We hadn't eaten lasagne together, not once. The only time we were meant to was when I had planned on having dinner, which I ended up having with Jake. When I wanted us to have a proper date instead of just sex.

"Sierra, what is going on?"

"Um, well, I think I made a mistake a while ago. When I told you, I didn't want an emotional relationship, just a physical one." I could hear her heel hitting the floor repeatedly, her leg bouncing with nerves as her eyes looked anywhere but at my own.

"I..."

"What I'm trying to say is that when I said those words, I thought that's what I wanted, but when they came out of my mouth, I realised it wasn't, but it was too late. And then I never knew how to bring it up, how to tell you." She said. My body froze as she spoke. No. This wasn't the plan. "So, the last two years, I've been pushing what I felt down because I was the one who said I didn't want feelings involved."

"Sierra-"

"But even though I said that, and I thought I could keep myself from feeling things, it all just... you just... what I'm trying to say is that I love you, Esmond. Even though I shouldn't, and even though I didn't want to, I do. And I meant for this to be a nice dinner so we could talk things through, because I wouldn't be telling you if I didn't feel you also felt something for me." She said, and I felt my chest constrict.

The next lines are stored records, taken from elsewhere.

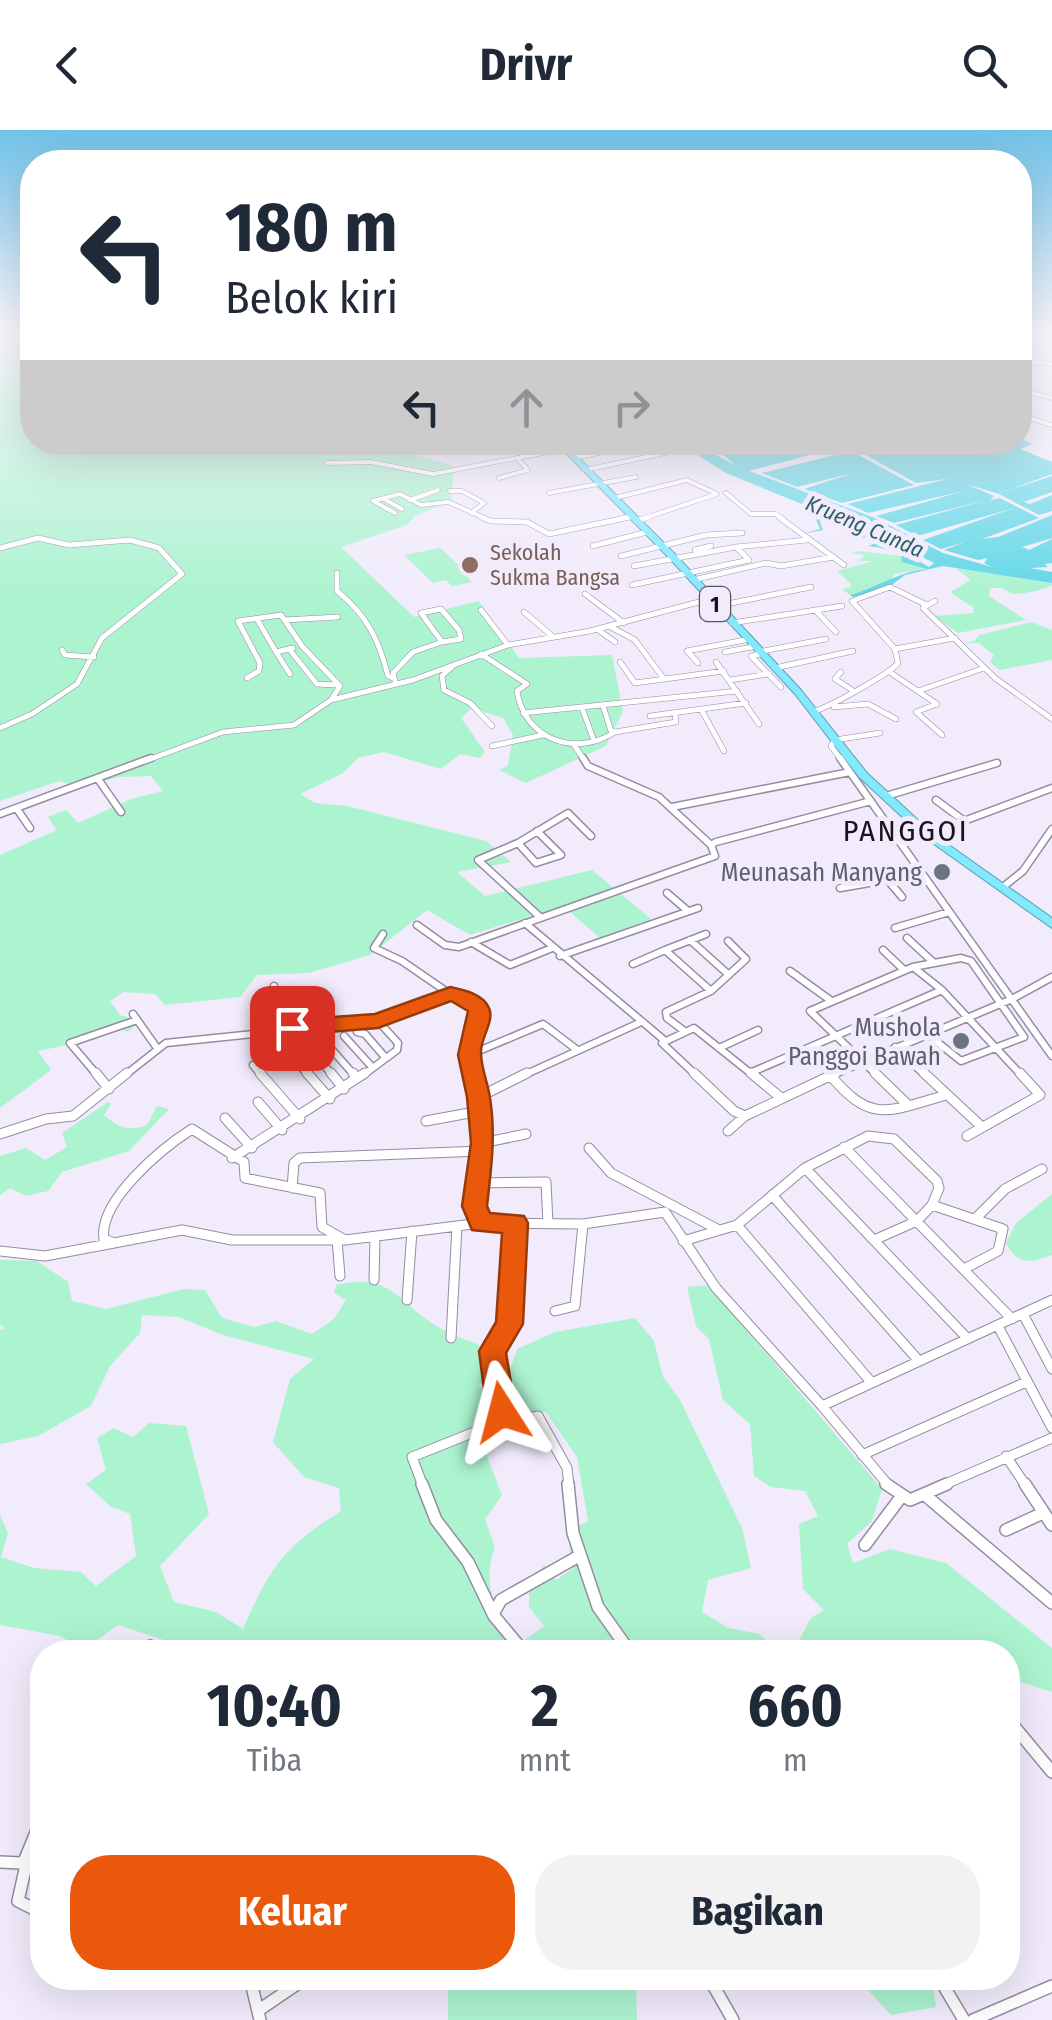 <!DOCTYPE html>
<html lang="id">
<style>
:root{--surface:#fff;--page:#f2f2f3;--text:#1f2937;--muted:#747a83;--accent:#ea580c}
body{margin:0;font-family:"Fira Sans Condensed",sans-serif;background:var(--page);color:var(--text);height:100vh;display:flex;flex-direction:column;font-size:38px;white-space:nowrap}
*{box-sizing:border-box;margin:0}
p{font-size:32px;color:var(--muted)}
.icon{flex:none;width:55px;height:55px;fill:none;stroke:currentColor;stroke-width:2;stroke-linecap:round;stroke-linejoin:round}
.map{position:relative;flex:1;overflow:hidden}
.drawer{position:absolute;left:30px;top:1510px;width:990px;height:350px;display:flex;flex-direction:column;background:var(--surface);border-radius:40px;box-shadow:0 10px 40px #0002}
.drawer>*{flex:none}
.guide{position:absolute;left:20px;top:20px;width:1012px;height:305px;border-radius:40px;box-shadow:0 10px 40px #0002;background:#fff;color:var(--text);overflow:hidden}
.pin{position:absolute;display:grid;place-items:center;width:85px;height:85px;color:#fff;margin:-42px;border-radius:20px;box-shadow:0 5px 15px #0006}
.me{position:absolute;width:110px;margin:-55px;rotate:351deg;stroke-linejoin:round;filter:drop-shadow(0 0 8px #0008)}
.turn{display:flex;align-items:center;gap:35px;height:210px;padding:0 40px;font-size:45px}
.turn .icon{width:130px;height:130px;stroke-width:2.5}
.turn b{display:block;font-size:70px;line-height:85px}
.lanes{display:flex;align-items:center;height:95px;padding:0 40px;background:#0003;justify-content:center;gap:50px;direction:ltr}
.lanes .off{opacity:.35}
.eta{display:flex;justify-content:space-evenly;align-items:center;height:170px;text-align:center}
.eta b{font-size:60px;font-weight:700;line-height:70px}
.action{display:flex;gap:20px;margin-top:auto;padding:20px 40px}
.action a{flex:1;height:115px;border-radius:40px;background:var(--accent);color:#fff;font-size:40px;font-weight:700;line-height:115px;text-align:center}
.action a+a{background:var(--page);color:var(--text)}
header{display:flex;justify-content:space-between;align-items:center;height:130px;padding:0 40px;background:var(--surface);font-size:45px;font-weight:700}
.map>svg:first-child{display:block}
.green{fill:#acf3d0}
.water{fill:#60d7e6}
.lines{fill:none;stroke-linecap:round;stroke-linejoin:round}
.street-far4-casing{stroke:#958ca4;stroke-width:5}
.street-far3-casing{stroke:#958ca4;stroke-width:6}
.street-far2-casing{stroke:#958ca4;stroke-width:9}
.street-far1-casing{stroke:#958ca4;stroke-width:11}
.street-casing{stroke:#958ca4;stroke-width:14}
.highway-casing{stroke:#5e9eaf;stroke-width:2}
.street-far4{stroke:#fff;stroke-width:4}
.street-far3{stroke:#fff;stroke-width:5}
.street-far2{stroke:#fff;stroke-width:6}
.street-far1{stroke:#fff;stroke-width:9}
.street{stroke:#fff;stroke-width:11}
.highway{fill:#83e9fd;fill-rule:evenodd}
.route{fill:#ea580c;stroke:#983908;stroke-width:2.5}
.education-dot{fill:#8d6e63;stroke:#f1ebfb;stroke-width:4}
.worship-dot{fill:#6b7280;stroke:#f1ebfb;stroke-width:4}
.labels{text-anchor:middle;stroke-width:10;stroke-linejoin:round;paint-order:stroke}
.far-water-label{font-size:22px;font-style:italic;fill:#2e6167;stroke:#f1ebfb}
.far-education-label{font-size:22px;fill:#785e54;stroke:#f1ebfb;text-anchor:start}
.shield{fill:#f1ebfb;stroke:#595460;stroke-width:2.5}
.shield-label{font-size:22px;font-weight:bold;fill:#18141d}
.worship-label{font-size:25px;fill:#5b616d;stroke:#f1ebfb;text-anchor:end}
.quarter-label{font-size:30px;letter-spacing:2.5px;fill:#18141d;stroke:#f1ebfb}
</style>
<header><svg class="icon" aria-label="back" viewBox="0 0 24 24"><path d="M15 5l-7 7 7 7"/></svg>Drivr<svg class="icon" aria-label="search" viewBox="0 0 24 24"><circle cx="10" cy="10" r="6"/><path d="M15 15l6 6"/></svg></header>
<div class="map">
<svg width="1052" height="1890" viewBox="0 0 1052 1890">
<rect width="100%" height="100%" fill="#f1ebfb"/>
<path class="green" d="M0 202H32V312L374 313 454 336 451 371 415 386 407 395 341 417 414 487 479 471 519 528 612 525 623 581 606 616 526 653 499 640 508 635 513 605 503 588 472 578 461 588 485 622 480 628 460 624 441 639 384 622 358 628 343 643 300 664 315 673 347 676 486 711 511 732 457 742 485 766 592 740 651 789 600 808 563 776 470 805 427 780 370 825 309 843 257 845 240 867 165 875 155 864 123 862 110 871 120 885 142 891 127 902 109 895 76 913 38 921 51 940 0 978V725L57 700 48 687 66 680 78 693 131 669 163 661 151 646 119 647 80 657 59 651 0 671Z
M440 418 470 445 467 447 472 452 452 456 446 450 433 453 404 425Z
M857 421 901 426 905 428 902 432 929 438 895 444 887 454 850 465 842 459 851 457V454L837 441 874 431H858L865 425 852 423Z
M955 438 1052 453V455C1039 462 1025 463 1013 464L1001 458H990L989 466 1026 490 958 503 934 486 973 483 974 478 950 462 971 450Z
M1031 492 1052 500V530L1000 540 990 532 994 525 979 513H964L974 511 979 505Z
M108 972 111 974 104 985C117 997 129 1002 147 995L157 976 169 979 129 1021 62 1042 48 1061 26 1066 10 1058 0 1065V1026L26 1018 45 1030 67 1017 62 1003Z
M1052 1064V1125C1031 1133 1018 1136 1006 1113L1016 1093Z
M0 1130 37 1131 68 1152 72 1171 106 1179 184 1159 205 1160 222 1188 254 1197 276 1191 312 1204 334 1189 346 1170 334 1163 336 1155C393 1141 398 1174 440 1198 456 1207 475 1213 491 1220L493 1244 479 1255 493 1275 477 1301 502 1365 485 1389 495 1417C481 1453 495 1487 522 1512L544 1496 529 1477V1456L544 1435 556 1450 572 1439 568 1402 588 1391 577 1327 546 1282 510 1285 508 1246 517 1219 555 1202 635 1188 654 1211 663 1247 680 1270 742 1398 751 1438 708 1450 702 1482 728 1498 759 1504 780 1522H200L118 1495 83 1520 60 1506 0 1495V1385L8 1403 1 1427 34 1438 81 1442 96 1456 136 1426 130 1384 110 1376 86 1354 106 1340 97 1308 114 1298 133 1307 149 1293 186 1296 209 1384 160 1436 174 1472 216 1482 243 1499C270 1437 284 1417 341 1381L339 1358 304 1347 273 1312 290 1249 314 1229 223 1205 179 1187 142 1185 140 1203 110 1236 91 1276 38 1306 0 1314V1200L5 1198 0 1195Z
M708 1155 882 1359 872 1391 847 1414 853 1433 890 1419 946 1433 1052 1518V1562L1008 1548V1522H793L811 1488 824 1480 803 1459 799 1394 818 1386 805 1361 771 1357 754 1346 750 1294 723 1270 709 1209 696 1196 687 1157Z
M448 1848H646L636 1856 637 1890H448Z
M857 1848H932L936 1877 891 1885Z"/>
<path class="water" d="M1020 308 1032 314 1020 319 1052 332V344L1000 363 1052 346V362L1024 372 1030 374 1052 365V381L1039 385 999 364 966 354 994 366 990 370 1000 368 1039 388 982 409 998 407 1052 385V408L1022 417 1029 420 1052 409V433L1045 434 1048 437 1030 438 1052 442V453L943 436 905 445 889 457 853 467 850 465C879 457 897 442 927 439L902 432 901 426H910L929 437 934 433 888 410 903 422 869 416 884 408 866 404 864 408 850 406 848 403H855L854 398 877 405 830 385 819 388 823 400 803 404 820 399 815 387 824 383 726 343 678 313H705L718 326 737 336 708 313H856L749 341 875 388 943 423 992 437 984 433 988 428 978 430 944 420 965 412 941 419 923 410 1014 378 917 406 896 395 987 370 894 393 876 386 964 361 868 383 848 374 947 349 916 353 855 319 872 313 1020 312Z
M851 321 914 355 842 373 804 359 853 343 797 357 762 343Z"/>
<g class="lines">
<g class="street-far4-casing">
<path id="street-far4" d="M1032 207 1052 209
M1034 232 1052 234
M1020 252 1034 232 1027 211 1034 202
M1020 260 1052 268
M1029 288 1052 295
M472 319 510 312
M574 328 646 313 665 323
M327 333 371 332 433 344 564 319
M585 340 679 320
M499 348 528 340 517 328
M450 361H462L484 373 471 383
M549 363 636 347
M726 363 751 384H776L783 389
M615 368 687 350 717 364 642 389
M384 369 402 379
M410 370 438 360
M395 383 373 371 400 364 421 375 448 372 487 389
M618 389 632 386"/>
</g>
<g class="street-far3-casing">
<path id="street-far3" d="M481 387 491 391 527 392 549 404 630 387
M779 387 844 435
M636 391 649 387
M593 416 647 402
M0 418 38 408 69 415 130 410 159 418 182 444 102 508 77 554 32 584 0 598
M695 420 711 416
M621 426 706 405 742 403
M749 430 736 417 807 410
M634 436 736 417
M337 443V461C367 485 379 510 388 546L393 548
M693 450 766 433 781 436 834 427
M632 455 749 430
M585 464 624 493
M935 471 923 478 995 548 1052 589
M717 476 811 457
M441 479 459 500 461 509 442 512 421 483Z
M481 480 508 515
M815 480 836 502
M524 482 551 505
M257 489 276 522 293 518
M284 490 338 487
M732 493 842 476
M609 496 635 510 664 549
M597 499 615 512
M289 519 317 554 337 555
M895 519 852 471 890 457 927 475
M62 520 65 525 94 527
M687 521 745 510
M687 521 698 533
M276 522 290 544
M725 522 752 517
M758 522 826 509
M481 524 527 554 517 561C524 609 575 628 615 602
M760 524 751 526 781 557
M620 532 635 553 724 541
M716 532 759 594
M452 537 442 546 444 560 470 573 492 596
M775 538 853 521
M841 542 835 549 852 560
M891 543 937 574
M247 548 259 541 260 533 238 491 281 485 302 516 340 556 331 570
M730 550 769 544
M395 551 393 543 413 522 442 512
M918 561 984 538
M937 574 916 582 942 605
M603 576 611 601 615 602 676 592 675 583
M834 577 868 574 896 589
M582 578 594 611
M701 579 724 621
M814 581C828 578 891 543 898 533L895 519 955 508
M523 583 737 561
M650 586 746 573
M574 615 585 631
M492 616 543 605
M145 631 223 602 294 595 331 570 413 550 508 515 590 501 710 469
M842 631 831 616 835 610 880 603"/>
</g>
<g class="street-far2-casing">
<path id="street-far2" d="M583 628 588 636 659 667 711 715
M840 628 1052 926
M98 649 121 682
M886 666 997 633
M936 670 963 690
M672 677 850 642
M17 679 30 698
M0 684 151 628
M921 707 1052 658
M518 713 536 733 561 725 537 701
M886 748 902 767
M1003 757 1023 741 1052 699
M840 758 922 744
M667 763 688 781
M540 787 478 730 518 713 568 683 591 706
M525 793 664 910
M417 795 445 815 459 817 715 726 711 715 716 712 871 671
M895 798 949 782
M383 804 374 818 402 831 450 864
M706 804 665 820 711 861
M907 808 933 832
M690 810 729 845
M471 812 510 835 552 818
M883 820 904 840
M560 826 698 778
M633 834 665 820
M913 837 961 828 971 831 1024 907 961 931 926 903
M790 841 830 870
M325 876 333 897
M133 884 157 918
M269 900 274 856
M683 900 667 888 666 882 711 861 746 829 728 811
M357 902 365 904 384 926
M344 906 372 937
M326 913 355 946
M895 917 926 946
M719 918 758 900
M311 919 333 946
M290 924 309 946
M469 925 543 894 576 919
M253 935 262 946
M750 943 942 860
M98 946 70 913 137 890
M124 946 166 913 378 891 450 864 475 873 481 884 471 906 473 946
M362 946 397 920 398 913 378 891
M522 946 639 893
M697 946 662 913 694 898 754 946
M830 946 1012 869 1052 847
M878 946 810 881 913 837 942 860 1022 946"/>
</g>
<g class="street-far1-casing">
<path id="street-far1" d="M96 943 109 959
M260 943 300 989
M307 943 330 969
M331 943 344 959
M353 943 357 948
M473 943 482 993 474 1076 481 1093 583 1094 665 1082 716 1158 822 1276 1052 1170
M694 943 734 981 745 986 836 943
M751 943 780 967
M875 943 908 975
M924 943 982 997
M830 945C872 995 889 981 946 965
M479 967 527 943
M258 972 282 1000
M225 988 252 1018
M426 991 480 981
M192 999 244 1032 245 1048 320 1063 322 1097 345 1110H232L182 1100 114 1113 104 1109C98 1071 162 1018 192 999Z
M728 1001 745 986
M0 1004 46 989 73 986 127 943
M967 1006 1040 965 1020 943
M482 1013 526 1004
M844 1017 1012 1189
M589 1018 611 1043 719 1100
M232 1028 365 943
M805 1038 967 1208
M476 1053 546 1052 548 1094
M292 1058 294 1033 300 1028 481 1021
M772 1065 919 1231
M975 1089 1005 1059 1042 1039
M515 1093 510 1194 492 1221 501 1282 510 1291 538 1286 567 1338 569 1356
M737 1095 872 1253
M337 1110 340 1146
M345 1110 481 1093
M874 1110 917 1091 932 1075
M683 1111 737 1095 805 1038 868 1006 894 1009 937 1051 939 1058 932 1075 1003 1099 998 1121 964 1139
M0 1121 45 1126 114 1113
M374 1150 375 1107
M407 1170 412 1101
M555 1181 575 1176 583 1094
M1023 1184 1052 1239
M999 1198 1052 1298
M451 1208 457 1096
M822 1276 889 1356
M862 1325 1026 1252
M1006 1326 1026 1356
M423 1356 412 1327 507 1289
M941 1356 1052 1308"/>
</g>
<g class="street-casing">
<path id="street" d="M422 1354 436 1390 468 1432 494 1486 524 1522
M568 1354 573 1403 598 1477 630 1522
M886 1354 910 1370 947 1354
M1025 1354 1052 1395
M925 1365 1052 1473
M1006 1400 1043 1383
M865 1415 901 1367
M493 1484 501 1470 579 1426
M146 1522 150 1516
M1008 1589 1052 1642
M0 1732 42 1734
M23 1734 42 1688
M26 1735 18 1771 42 1783
M250 1848 260 1890
M709 1848 733 1890
M939 1848 964 1890
M259 1880 306 1848
M973 1890 1052 1856"/>
</g>
<g class="highway-casing">
<path id="highway" d="M555 312H563L674 423 801 560 867 643 932 703 1052 788V798L924 707 859 647 795 564 668 427Z"/>
</g>
<use href="#street-far4" class="street-far4"/>
<use href="#street-far3" class="street-far3"/>
<use href="#street-far2" class="street-far2"/>
<use href="#street-far1" class="street-far1"/>
<use href="#street" class="street"/>
<use href="#highway" class="highway"/>
</g>
<linearGradient id="sky" x2="0" y2="1"><stop stop-color="#71c2e7"/><stop offset="0.43" stop-color="#f9f6fd"/><stop offset="1" stop-color="#f9f6fd" stop-opacity="0"/></linearGradient>
<rect width="1052" height="467" fill="url(#sky)"/>
<path class="route" d="M450 857C464 860 483 864 489 878 495 891 480 908 481 923 481 938 488 953 490 968 496 1005 491 1040 487 1076L490 1083 524 1086 528 1093 523 1194 506 1223 516 1282 512 1290 502 1294 491 1290 487 1282 479 1221 496 1192 502 1103 472 1100 462 1076 471 1013 467 967 458 925 468 881 451 871 378 898 292 905 281 898 292 890 375 884Z"/>
<circle class="education-dot" cx="470" cy="435" r="10"/>
<g class="worship-dot">
<circle cx="942" cy="742" r="10"/>
<circle cx="961" cy="911" r="10"/>
</g>
<g class="labels">
<g class="far-water-label">
<text transform="translate(865 396) rotate(23)" y="8">Krueng Cunda</text>
</g>
<g class="far-education-label">
<text x="490" y="430">Sekolah<tspan x="490" dy="25">Sukma Bangsa</tspan></text>
</g>
<rect class="shield" x="700" y="457" width="30" height="34" rx="8"/>
<g class="shield-label">
<text x="715" y="482">1</text>
</g>
<g class="worship-label">
<text x="922" y="751">Meunasah Manyang</text>
<text x="941" y="906">Mushola<tspan x="941" dy="29">Panggoi Bawah</tspan></text>
</g>
<g class="quarter-label">
<text x="906" y="711">PANGGOI</text>
</g>
</g>
</svg>
<div class="pin" style="left:292px;top:898px;background:#d93025"><svg class="icon" aria-label="arrive" viewBox="0 0 24 24"><path d="M6 21V4h12l-3 4 3 4H6"/></svg></div>
<svg class="me" style="left:502px;top:1282px" viewBox="-20 -20 40 40"><path d="M0-17L14 15 0 8-14 15z" fill="#ea580c" stroke="#fff" stroke-width="4"/></svg>
<div class="guide">
<div class="turn"><svg class="icon" aria-label="left" viewBox="0 0 24 24"><path d="M17 20v-9H6M10 6l-5 5 5 5"/></svg><div><b>180 m</b>Belok kiri</div></div>
<div class="lanes"><svg class="icon" aria-label="left" viewBox="0 0 24 24"><path d="M17 20v-9H6M10 6l-5 5 5 5"/></svg><svg class="icon off" aria-label="ahead" viewBox="0 0 24 24"><path d="M12 20V5M6 11l6-6 6 6"/></svg><svg class="icon off" aria-label="right" viewBox="0 0 24 24"><path d="M7 20v-9h11M14 6l5 5-5 5"/></svg></div>
</div>
<section class="drawer">
<div class="eta">
<div><b>10:40</b><p>Tiba</p></div>
<div><b>2</b><p>mnt</p></div>
<div><b>660</b><p>m</p></div>
</div>
<div class="action"><a>Keluar</a><a>Bagikan</a></div>
</section>
</div>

"Sierra, I care about you. It's just..." I didn't even know what I was saying, why I was denying myself this. This was what I had wanted.

"Oh..." I hadn't even realised she was leaning forward and holding my hands until she pulled herself back, pulled her fingers away from mine. The severed touch echoed down into my soul.

"No, I-"

"You don't feel the same. That's fine, that's what I said I wanted." She suddenly stood up from the chair and pushed it back in. "I shouldn't have said anything." She said, and my throat closed over from the shock I was feeling. "I'm going to go." She left before I could force myself to say anything.

The emptiness of the room felt like a punch in the stomach. The ghost of her fingertips on my skin tore at my heart.

I wanted her to feel this way for me. It's what I had wanted from the beginning, so why did I feel an overwhelming sense of guilt? One that made me freeze and push her away?

This wasn't right. She shouldn't love me. She couldn't. Because I had forced us to be close, had inserted myself into her life and then used her to further my career by taking the information she gave me.

I couldn't let her keep loving me, not when I didn't deserve it. I loved her, but that didn't make it right. This... I had to fix this. I had to force her away from me and keep her safe. There was only one way I could really do that.

Only one way to make her truly hate me and make this right.

I stood up and moved to my phone, knowing who I had to call.

And I made the call while staring at my table, where the food she had made was turning as cold as I would have to act to fix this.